When the IWDT times out, the default action is to invoke the panic handler and display the panic reason as ``Interrupt wdt timeout on CPU0`` or ``Interrupt wdt timeout on CPU1`` (as applicable). Depending on the panic handler's configured behavior (see :ref:`CONFIG_ESP_SYSTEM_PANIC`), users can then debug the source of the IWDT timeout (via the backtrace, OpenOCD, gdbstub etc) or simply reset the chip (which may be preferred in a production environment).
If for whatever reason the panic handler is unable to run after an IWDT timeout, the IWDT has a secondary timeout that will hard-reset the chip (i.e., a system reset).
Configuration
^^^^^^^^^^^^^
- The IWDT is enabled by default via the :ref:`CONFIG_ESP_INT_WDT` option.
- The IWDT's timeout is configured by setting the :ref:`CONFIG_ESP_INT_WDT_TIMEOUT_MS` option.
- Note that the default timeout is higher if PSRAM support is enabled, as a critical section or interrupt routine that accesses a large amount of PSRAM will take longer to complete in some circumstances.
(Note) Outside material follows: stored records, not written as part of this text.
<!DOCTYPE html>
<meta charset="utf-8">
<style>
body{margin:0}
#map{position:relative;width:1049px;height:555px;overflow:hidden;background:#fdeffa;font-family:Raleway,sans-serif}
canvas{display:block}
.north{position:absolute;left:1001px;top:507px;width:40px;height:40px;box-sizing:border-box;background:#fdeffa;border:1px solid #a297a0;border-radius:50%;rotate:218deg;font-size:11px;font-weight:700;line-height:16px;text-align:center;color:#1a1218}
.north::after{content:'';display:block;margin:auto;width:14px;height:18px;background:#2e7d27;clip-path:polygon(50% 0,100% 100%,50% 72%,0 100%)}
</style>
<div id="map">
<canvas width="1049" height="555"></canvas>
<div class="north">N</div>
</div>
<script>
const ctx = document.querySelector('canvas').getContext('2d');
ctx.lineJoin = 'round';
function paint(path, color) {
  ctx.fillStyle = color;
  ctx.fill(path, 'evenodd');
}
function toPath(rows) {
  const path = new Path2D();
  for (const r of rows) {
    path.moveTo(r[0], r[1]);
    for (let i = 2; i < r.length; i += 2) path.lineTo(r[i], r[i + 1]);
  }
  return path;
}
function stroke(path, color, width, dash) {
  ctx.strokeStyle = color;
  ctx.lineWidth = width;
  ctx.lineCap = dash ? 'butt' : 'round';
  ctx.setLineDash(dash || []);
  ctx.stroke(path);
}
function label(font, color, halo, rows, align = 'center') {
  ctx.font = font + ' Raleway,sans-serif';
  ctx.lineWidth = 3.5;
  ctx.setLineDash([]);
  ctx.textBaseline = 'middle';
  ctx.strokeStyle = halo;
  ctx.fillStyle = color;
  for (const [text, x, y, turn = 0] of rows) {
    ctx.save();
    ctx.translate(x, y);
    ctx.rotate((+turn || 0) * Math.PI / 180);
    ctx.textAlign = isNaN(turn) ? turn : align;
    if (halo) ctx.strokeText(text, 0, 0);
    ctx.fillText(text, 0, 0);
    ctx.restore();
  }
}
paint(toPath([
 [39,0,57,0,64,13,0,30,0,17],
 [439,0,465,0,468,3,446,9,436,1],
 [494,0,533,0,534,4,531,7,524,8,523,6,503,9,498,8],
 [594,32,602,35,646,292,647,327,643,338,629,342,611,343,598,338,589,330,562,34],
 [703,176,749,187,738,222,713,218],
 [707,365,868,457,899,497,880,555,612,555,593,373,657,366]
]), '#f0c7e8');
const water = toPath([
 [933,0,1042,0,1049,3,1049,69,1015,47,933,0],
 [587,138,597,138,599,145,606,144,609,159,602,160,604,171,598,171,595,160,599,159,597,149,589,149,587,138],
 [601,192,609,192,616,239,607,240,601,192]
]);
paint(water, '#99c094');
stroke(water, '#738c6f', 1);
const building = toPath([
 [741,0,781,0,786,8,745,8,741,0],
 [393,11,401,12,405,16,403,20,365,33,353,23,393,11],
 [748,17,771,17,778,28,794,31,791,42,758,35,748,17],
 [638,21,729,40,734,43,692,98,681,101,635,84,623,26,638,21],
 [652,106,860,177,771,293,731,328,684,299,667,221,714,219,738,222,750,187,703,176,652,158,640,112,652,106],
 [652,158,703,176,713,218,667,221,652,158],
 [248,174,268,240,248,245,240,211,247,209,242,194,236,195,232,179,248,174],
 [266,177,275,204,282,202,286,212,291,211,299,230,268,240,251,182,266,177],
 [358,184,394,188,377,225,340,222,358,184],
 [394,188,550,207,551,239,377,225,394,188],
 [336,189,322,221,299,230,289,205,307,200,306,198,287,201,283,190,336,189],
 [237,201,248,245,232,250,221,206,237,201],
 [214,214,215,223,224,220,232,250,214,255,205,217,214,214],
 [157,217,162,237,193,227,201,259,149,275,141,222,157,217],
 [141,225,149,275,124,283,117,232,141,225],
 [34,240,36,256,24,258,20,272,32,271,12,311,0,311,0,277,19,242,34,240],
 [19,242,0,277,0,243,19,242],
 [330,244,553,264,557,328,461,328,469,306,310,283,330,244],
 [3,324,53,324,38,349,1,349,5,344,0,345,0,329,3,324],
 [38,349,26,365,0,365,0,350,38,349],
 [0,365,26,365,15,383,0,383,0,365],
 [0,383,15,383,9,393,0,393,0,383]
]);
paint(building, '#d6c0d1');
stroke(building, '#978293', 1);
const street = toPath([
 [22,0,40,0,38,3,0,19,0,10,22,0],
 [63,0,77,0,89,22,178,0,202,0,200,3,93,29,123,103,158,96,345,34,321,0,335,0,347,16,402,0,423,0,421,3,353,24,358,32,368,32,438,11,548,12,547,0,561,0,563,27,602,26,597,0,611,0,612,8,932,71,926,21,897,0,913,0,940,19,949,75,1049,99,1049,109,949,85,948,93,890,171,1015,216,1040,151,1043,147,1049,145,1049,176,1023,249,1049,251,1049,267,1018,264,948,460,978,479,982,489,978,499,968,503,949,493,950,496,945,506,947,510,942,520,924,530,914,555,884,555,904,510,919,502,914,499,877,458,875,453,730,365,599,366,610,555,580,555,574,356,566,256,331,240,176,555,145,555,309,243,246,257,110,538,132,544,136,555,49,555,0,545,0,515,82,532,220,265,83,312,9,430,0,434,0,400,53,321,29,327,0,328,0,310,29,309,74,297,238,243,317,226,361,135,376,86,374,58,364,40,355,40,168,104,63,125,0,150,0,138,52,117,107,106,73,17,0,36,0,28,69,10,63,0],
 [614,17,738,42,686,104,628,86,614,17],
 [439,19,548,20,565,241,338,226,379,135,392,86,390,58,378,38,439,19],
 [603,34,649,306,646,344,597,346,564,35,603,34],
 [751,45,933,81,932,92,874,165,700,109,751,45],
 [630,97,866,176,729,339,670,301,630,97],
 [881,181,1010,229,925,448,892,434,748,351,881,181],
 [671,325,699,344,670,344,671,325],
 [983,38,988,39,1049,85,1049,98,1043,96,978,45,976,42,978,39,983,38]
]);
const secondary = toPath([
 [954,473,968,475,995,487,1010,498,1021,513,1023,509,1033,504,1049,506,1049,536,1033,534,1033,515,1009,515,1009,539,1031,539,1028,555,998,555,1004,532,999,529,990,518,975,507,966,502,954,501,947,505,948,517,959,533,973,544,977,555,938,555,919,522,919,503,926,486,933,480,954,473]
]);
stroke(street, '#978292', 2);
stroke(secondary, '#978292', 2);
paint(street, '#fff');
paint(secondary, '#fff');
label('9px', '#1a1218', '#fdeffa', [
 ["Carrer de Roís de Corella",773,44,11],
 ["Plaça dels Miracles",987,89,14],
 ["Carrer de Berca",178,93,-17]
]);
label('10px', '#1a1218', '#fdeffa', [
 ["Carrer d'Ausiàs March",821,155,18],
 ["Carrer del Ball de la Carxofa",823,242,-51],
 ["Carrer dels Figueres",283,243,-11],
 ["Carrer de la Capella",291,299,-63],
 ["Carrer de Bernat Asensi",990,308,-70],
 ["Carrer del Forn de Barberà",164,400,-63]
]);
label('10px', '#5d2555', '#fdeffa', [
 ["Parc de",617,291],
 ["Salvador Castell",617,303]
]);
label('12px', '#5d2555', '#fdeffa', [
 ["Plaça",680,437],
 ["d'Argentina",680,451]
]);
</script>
- The timeout should always at least twice longer than the period between FreeRTOS ticks (see :ref:`CONFIG_FREERTOS_HZ`).
Tuning
^^^^^^
If you find the IWDT timeout is triggered because an interrupt or critical section is running longer than the timeout period, consider rewriting the code:
- Critical sections should be made as short as possible. Any non-critical code/computation should be placed outside the critical section.
- Interrupt handlers should also perform the minimum possible amount of computation. Users can consider deferring any computation to a task by having the ISR push data to a task using queues.
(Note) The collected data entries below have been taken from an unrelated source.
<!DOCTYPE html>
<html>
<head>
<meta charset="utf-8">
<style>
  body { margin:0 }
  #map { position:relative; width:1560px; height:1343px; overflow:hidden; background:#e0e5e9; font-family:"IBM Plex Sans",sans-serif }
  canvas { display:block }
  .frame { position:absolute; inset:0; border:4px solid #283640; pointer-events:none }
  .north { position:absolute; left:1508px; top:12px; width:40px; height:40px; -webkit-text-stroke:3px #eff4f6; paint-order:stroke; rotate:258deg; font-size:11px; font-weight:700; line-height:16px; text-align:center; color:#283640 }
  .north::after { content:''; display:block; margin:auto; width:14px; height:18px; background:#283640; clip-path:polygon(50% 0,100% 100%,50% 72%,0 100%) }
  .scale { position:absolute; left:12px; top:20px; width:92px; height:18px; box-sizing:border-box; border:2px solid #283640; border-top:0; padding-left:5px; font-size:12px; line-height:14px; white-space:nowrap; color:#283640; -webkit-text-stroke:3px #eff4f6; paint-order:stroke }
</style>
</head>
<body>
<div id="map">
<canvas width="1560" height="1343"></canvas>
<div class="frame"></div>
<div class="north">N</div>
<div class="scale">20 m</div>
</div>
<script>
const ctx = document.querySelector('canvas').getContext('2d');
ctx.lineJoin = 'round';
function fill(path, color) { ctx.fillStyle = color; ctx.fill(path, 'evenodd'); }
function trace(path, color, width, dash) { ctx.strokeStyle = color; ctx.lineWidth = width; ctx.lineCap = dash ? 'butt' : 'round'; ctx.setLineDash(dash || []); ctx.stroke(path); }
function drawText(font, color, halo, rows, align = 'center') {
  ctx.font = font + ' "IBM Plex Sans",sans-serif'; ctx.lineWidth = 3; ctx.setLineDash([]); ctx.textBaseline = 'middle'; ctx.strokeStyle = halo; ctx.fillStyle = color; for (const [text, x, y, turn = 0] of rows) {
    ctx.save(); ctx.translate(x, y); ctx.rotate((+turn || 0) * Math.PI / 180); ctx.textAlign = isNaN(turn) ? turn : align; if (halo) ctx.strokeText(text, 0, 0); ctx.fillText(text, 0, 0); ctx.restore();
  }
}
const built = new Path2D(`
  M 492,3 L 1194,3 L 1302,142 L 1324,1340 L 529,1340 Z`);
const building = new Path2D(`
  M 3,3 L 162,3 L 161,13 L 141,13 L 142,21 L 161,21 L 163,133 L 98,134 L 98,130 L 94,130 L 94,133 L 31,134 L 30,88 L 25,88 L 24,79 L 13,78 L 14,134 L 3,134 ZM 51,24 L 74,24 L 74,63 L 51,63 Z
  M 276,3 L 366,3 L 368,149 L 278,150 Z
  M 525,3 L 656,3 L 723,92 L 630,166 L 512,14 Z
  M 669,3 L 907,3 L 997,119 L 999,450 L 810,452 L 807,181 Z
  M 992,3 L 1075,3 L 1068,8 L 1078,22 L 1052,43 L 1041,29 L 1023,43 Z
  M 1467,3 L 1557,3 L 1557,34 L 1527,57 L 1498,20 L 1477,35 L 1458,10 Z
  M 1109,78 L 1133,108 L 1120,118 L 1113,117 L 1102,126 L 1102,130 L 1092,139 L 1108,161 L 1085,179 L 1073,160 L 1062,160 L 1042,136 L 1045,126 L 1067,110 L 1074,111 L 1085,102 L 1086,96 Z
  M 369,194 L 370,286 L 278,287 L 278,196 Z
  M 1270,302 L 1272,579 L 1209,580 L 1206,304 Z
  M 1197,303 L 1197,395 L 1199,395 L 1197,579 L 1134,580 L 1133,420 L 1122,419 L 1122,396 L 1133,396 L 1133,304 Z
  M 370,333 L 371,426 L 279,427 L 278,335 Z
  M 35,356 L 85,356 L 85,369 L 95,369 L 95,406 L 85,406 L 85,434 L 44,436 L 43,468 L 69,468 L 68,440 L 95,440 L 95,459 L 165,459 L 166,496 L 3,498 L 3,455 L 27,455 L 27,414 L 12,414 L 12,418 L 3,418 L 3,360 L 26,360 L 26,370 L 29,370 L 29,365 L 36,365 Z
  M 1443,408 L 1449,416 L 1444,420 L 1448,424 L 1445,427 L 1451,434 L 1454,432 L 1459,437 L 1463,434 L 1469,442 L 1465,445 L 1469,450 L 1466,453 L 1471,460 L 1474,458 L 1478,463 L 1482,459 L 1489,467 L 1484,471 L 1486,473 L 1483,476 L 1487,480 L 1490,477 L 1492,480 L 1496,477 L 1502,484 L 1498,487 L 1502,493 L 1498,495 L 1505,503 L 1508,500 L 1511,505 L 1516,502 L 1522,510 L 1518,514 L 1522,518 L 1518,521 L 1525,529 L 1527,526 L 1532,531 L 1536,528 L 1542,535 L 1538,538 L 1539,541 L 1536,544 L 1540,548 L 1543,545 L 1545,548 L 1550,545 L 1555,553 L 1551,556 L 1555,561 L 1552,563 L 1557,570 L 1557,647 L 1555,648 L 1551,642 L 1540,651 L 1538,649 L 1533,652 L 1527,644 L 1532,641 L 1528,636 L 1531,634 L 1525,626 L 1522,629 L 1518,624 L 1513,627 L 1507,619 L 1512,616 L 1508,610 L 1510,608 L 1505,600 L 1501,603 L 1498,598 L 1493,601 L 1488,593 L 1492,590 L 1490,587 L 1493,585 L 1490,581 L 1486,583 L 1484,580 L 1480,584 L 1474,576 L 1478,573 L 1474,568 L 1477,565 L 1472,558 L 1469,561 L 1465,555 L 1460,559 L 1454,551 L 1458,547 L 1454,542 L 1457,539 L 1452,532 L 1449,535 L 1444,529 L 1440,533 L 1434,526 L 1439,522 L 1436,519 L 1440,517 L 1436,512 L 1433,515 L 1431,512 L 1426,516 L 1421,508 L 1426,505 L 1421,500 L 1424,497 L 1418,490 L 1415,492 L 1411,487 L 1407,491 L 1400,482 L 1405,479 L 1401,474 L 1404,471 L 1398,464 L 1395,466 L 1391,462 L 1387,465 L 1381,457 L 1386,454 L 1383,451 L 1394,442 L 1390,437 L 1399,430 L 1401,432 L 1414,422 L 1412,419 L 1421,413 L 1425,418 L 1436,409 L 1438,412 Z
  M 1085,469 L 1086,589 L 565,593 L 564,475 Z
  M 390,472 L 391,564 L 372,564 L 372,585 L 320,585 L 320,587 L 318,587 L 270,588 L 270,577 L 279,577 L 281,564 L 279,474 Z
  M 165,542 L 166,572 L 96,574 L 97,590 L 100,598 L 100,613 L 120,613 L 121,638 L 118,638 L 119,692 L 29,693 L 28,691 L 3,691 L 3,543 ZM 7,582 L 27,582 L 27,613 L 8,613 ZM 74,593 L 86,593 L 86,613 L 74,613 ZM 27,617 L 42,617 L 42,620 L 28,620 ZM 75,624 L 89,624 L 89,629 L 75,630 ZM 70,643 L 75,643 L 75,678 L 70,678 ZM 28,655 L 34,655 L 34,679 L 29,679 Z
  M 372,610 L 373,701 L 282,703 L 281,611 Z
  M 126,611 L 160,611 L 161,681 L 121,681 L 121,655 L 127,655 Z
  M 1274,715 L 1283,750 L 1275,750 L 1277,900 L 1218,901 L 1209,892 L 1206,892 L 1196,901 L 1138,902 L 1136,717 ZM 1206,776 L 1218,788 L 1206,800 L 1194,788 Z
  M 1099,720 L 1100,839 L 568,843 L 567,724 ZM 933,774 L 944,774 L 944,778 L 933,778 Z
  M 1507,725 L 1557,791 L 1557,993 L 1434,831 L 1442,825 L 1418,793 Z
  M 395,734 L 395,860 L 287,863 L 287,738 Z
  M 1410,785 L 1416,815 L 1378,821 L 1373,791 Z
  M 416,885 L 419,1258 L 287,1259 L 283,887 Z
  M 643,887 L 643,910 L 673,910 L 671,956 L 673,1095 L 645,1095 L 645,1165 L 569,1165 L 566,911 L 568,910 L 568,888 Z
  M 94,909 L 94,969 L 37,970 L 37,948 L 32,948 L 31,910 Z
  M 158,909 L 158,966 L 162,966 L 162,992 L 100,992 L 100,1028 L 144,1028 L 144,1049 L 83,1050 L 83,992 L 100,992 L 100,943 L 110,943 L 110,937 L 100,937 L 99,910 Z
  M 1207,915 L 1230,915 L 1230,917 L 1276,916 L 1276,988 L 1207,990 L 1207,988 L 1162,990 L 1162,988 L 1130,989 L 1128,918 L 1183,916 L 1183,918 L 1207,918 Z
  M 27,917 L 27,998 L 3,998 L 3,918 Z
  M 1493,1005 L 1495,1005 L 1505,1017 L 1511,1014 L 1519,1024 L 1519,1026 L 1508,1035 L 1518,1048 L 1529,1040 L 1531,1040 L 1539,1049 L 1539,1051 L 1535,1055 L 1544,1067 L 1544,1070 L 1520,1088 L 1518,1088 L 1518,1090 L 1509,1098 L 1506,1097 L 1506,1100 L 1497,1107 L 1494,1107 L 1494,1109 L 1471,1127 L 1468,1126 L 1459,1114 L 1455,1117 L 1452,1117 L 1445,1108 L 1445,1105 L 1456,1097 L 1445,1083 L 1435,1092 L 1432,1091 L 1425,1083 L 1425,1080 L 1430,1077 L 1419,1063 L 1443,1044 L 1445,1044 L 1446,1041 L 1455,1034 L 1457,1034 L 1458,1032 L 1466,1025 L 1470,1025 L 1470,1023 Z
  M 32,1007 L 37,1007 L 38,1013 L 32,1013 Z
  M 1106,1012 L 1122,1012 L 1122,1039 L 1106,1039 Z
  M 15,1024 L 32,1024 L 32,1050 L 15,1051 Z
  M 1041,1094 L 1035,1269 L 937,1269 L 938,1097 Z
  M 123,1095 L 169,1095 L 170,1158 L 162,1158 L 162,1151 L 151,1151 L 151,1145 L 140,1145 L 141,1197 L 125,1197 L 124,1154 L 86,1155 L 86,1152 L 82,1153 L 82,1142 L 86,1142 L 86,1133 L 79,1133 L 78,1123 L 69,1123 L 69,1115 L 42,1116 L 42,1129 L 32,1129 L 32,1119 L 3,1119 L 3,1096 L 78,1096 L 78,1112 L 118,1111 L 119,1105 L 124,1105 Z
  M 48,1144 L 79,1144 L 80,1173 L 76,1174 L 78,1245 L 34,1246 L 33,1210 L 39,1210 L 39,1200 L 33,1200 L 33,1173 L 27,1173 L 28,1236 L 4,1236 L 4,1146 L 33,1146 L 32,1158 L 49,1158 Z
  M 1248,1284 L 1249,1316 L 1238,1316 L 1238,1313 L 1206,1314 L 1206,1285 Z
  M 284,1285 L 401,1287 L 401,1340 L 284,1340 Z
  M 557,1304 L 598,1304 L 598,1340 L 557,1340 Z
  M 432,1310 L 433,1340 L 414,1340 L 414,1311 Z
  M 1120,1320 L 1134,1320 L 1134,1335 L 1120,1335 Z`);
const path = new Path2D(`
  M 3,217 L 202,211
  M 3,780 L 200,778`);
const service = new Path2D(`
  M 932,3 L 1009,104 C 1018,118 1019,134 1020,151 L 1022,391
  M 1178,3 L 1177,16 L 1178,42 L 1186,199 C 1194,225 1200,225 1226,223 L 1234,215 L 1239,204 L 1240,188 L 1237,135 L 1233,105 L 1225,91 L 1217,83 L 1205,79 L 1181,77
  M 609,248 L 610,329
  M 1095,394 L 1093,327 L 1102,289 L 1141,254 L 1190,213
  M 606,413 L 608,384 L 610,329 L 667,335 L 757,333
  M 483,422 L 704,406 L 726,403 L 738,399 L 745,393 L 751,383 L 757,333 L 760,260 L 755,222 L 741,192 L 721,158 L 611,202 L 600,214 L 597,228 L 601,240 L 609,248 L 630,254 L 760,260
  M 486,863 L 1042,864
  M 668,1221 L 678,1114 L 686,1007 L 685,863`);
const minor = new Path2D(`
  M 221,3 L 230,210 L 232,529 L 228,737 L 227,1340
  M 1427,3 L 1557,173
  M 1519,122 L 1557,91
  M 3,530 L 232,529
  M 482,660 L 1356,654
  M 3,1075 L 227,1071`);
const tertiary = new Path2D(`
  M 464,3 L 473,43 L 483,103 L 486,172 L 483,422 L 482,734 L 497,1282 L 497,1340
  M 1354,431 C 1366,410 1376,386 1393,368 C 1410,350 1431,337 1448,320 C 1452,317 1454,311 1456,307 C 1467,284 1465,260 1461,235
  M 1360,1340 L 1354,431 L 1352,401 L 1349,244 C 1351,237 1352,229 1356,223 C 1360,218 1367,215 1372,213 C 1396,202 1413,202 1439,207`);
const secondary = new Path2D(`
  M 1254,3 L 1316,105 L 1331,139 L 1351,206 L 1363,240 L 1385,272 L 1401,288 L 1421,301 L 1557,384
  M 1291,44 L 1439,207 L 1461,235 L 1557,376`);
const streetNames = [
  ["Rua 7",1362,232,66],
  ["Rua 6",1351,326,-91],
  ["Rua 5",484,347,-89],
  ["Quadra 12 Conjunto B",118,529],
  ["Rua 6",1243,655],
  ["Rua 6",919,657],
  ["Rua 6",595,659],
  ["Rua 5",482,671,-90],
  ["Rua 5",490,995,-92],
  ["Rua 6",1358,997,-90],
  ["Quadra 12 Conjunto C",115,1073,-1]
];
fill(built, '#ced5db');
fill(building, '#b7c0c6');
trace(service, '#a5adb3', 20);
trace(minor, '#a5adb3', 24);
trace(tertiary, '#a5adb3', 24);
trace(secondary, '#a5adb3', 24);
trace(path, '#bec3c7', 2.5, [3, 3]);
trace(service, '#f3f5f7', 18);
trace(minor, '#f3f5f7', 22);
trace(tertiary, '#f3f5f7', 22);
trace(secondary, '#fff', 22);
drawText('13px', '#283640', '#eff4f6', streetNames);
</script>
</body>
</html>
Neither critical sections or interrupt handlers should ever block waiting for another event to occur. If changing the code to reduce the processing time is not possible or desirable, it's possible to increase the :ref:`CONFIG_ESP_INT_WDT_TIMEOUT_MS` setting instead.
.. _task-watchdog-timer:
Task Watchdog Timer (TWDT)
--------------------------
{IDF_TARGET_IDLE_TASKS:default="Idle task", esp32="Idle Tasks of each CPU", esp32s3="Idle Tasks of each CPU"}
The Task Watchdog Timer (TWDT) is used to monitor particular tasks, ensuring that they are able to execute within a given timeout period. The TWDT primarily watches the {IDF_TARGET_IDLE_TASKS}, however any task can subscribe to be watched by the TWDT. By watching the {IDF_TARGET_IDLE_TASKS}, the TWDT can detect instances of tasks running for a prolonged period of time wihtout yielding. This can be an indicator of poorly written code that spinloops on a peripheral, or a task that is stuck in an infinite loop.
.. only:: not esp32c2
The TWDT is built around the Hardware Watchdog Timer in Timer Group 0. When a timeout occurs, an interrupt is triggered. Users can define the function `esp_task_wdt_isr_user_handler` in the user code, in order to receive the timeout event and extend the default behavior.
.. only:: esp32c2
The {IDF_TARGET_NAME} has only a single Timer Group, used by Interrupt Watchdog (IWDT). Thus, the Task Watchdog is built around the `esp_timer` component in order to implement a software timer. When a timeout occurs, an interrupt is triggered, notifying the `esp_timer`'s main task. The later will then execute the TWDT callback previously registered. Users can define the function `esp_task_wdt_isr_user_handler` in the user code, in order to receive the timeout event and extend the default behavior.
Usage
^^^^^
The following functions can be used to watch tasks using the TWDT:
- :cpp:func:`esp_task_wdt_init` to initialize the TWDT and subscribe the idle tasks.
- :cpp:func:`esp_task_wdt_add` subscribes other tasks to the TWDT.
- Once subscribed, :cpp:func:`esp_task_wdt_reset` should be called from the task to feed the TWDT.
- :cpp:func:`esp_task_wdt_delete()` unsubscribes a previously subscribed task
- :cpp:func:`esp_task_wdt_deinit()` unsubscribes the idle tasks and deinitializes the TWDT
In the case where applications need to watch at a more granular level (i.e., ensure that a particular functions/stub/code-path is called), the TWDT allows subscription of "users".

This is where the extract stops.